Sunday, November 30, 2008

Goin' Old Skool (El Grande, Tigris and Euphrates, Santiago)

Ah, El Grande. I missed you.

I was thinking the other day that it would be interesting to look up when was the last time I had played a few of the games that I claim are my "favorites". The result was disappointing.

El Grande, probably my favorite game, hadn't been played in nearly a year and a half!

Last week, I brought it along in the hopes that there would be time at the end of the evening, but no dice. Lucky for me, Shemp picked it this week along with Tigris and Euphrates and Santiago.

El Grande

Roughly 4 rounds into the game, Luch was far in the lead, Shemp was in second and Kozure and I were trailing. Luch made an offhanded remark that he was not in the mood to choose intrigue, and simultaneously mentioned that he normally loses at the game. It was a Seinfeld-ian moment, because we all kind of realized he was probably in the lead because he was playing the opposite of the way he normally does (there was a time when Luch was referred to as Hapi on this blog. This was a reference to the fact that He Always Picks Intrigue). Anyway, after the realization, he started choosing Intrigue more, and promptly lost the lead he had.

Shemp leapt into the lead. He managed a couple of very nice point grabs with single caballeros (the efficient, german one, no doubt). I was making a comeback, partly due to the backlash Shemp was receiving for being in first place... but would it be enough?
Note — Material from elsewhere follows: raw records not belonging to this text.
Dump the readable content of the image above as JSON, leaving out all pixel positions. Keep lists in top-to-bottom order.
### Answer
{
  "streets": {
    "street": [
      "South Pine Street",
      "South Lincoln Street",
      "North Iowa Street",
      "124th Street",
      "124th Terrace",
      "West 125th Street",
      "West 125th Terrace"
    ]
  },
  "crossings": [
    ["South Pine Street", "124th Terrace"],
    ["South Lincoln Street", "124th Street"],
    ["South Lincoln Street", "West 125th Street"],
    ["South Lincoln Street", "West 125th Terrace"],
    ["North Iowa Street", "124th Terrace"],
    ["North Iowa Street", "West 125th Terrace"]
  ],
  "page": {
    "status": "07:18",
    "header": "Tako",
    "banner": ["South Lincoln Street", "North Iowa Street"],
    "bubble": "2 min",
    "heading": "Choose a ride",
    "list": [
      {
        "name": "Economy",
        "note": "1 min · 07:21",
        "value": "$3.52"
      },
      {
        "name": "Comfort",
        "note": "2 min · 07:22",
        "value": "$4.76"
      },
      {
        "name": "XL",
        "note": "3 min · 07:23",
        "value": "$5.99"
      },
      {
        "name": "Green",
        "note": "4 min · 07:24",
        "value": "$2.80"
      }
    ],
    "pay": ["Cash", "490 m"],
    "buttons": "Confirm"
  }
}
It was. The last scoring round was unpredictable, but when the dust settled red (me) was in the lead.

Tigris and Euphrates

T&E is my second most played game if you count BGG online games, but my actual face to face games have been few and far between. I love the game, but the analysis paralysis it brings to the table makes it well suited to turn based computer play. Face to face, and with two players much less familiar with the game than Shemp and I, the game played out quite differently. I suppose you could say that with the pressure of time, the game developed less optimally than it typically does online. I developed a long skinny kingdom in the north that I *never* would have built normally. I paid for it, too, because Shemp started disaster tiling in strategic locations to swing vast parts of my kingdom to his control. Kozure had retreated to a corner of the board where he was benefiting from a monument. Luch was the swing in the three way battle going on in the center of the board. Although I had a large presence on the board, my score was weak in blue. When the score was tallied, Shemp was the obvious winner and I was tied for last.
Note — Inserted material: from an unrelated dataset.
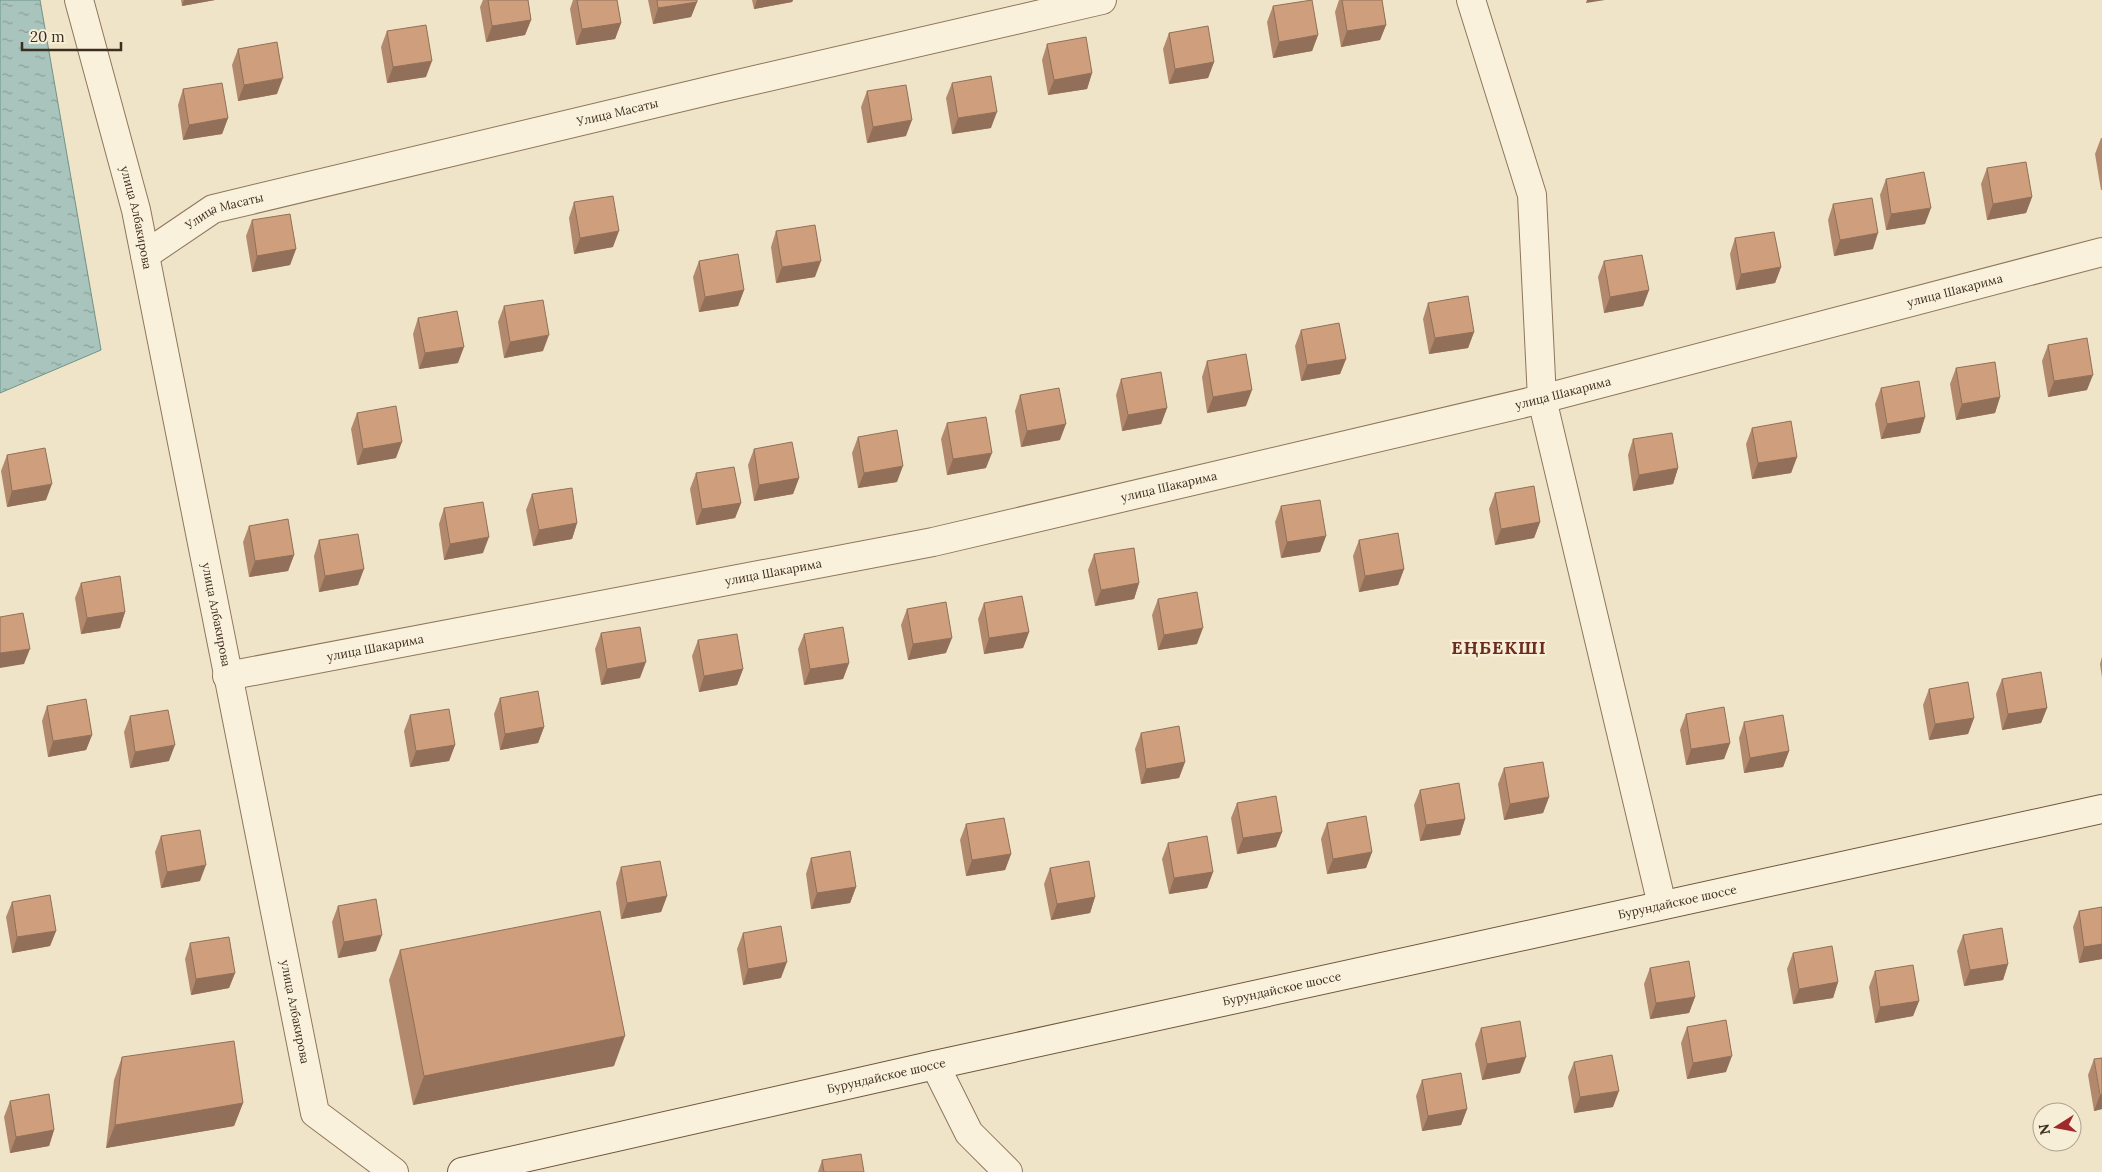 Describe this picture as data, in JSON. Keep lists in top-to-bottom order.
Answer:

We finished with Santiago. Although we had difficulty remembering to distribute the new money every round, in general the game went smoothly. A large crop of green beans allowed me to win the game. Since Santiago is a difficult game to talk about, I won't really try. Fun, though.
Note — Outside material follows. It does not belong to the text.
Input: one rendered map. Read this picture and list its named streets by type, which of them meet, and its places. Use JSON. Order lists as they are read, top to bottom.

I had a great time playing these older titles. There are certainly some lessons in recent game design that seem to have come in vogue after the release of El Grande and T&E.. notably variable turn order mechanics and downtime minimizing. These aren't things that bother me if the game is engrossing enough, as these ones are for me, but Kozure was visibly "antsy" throughout much of the evening.

Sorry, Kozure. I'll be picking El Grande again in the near future!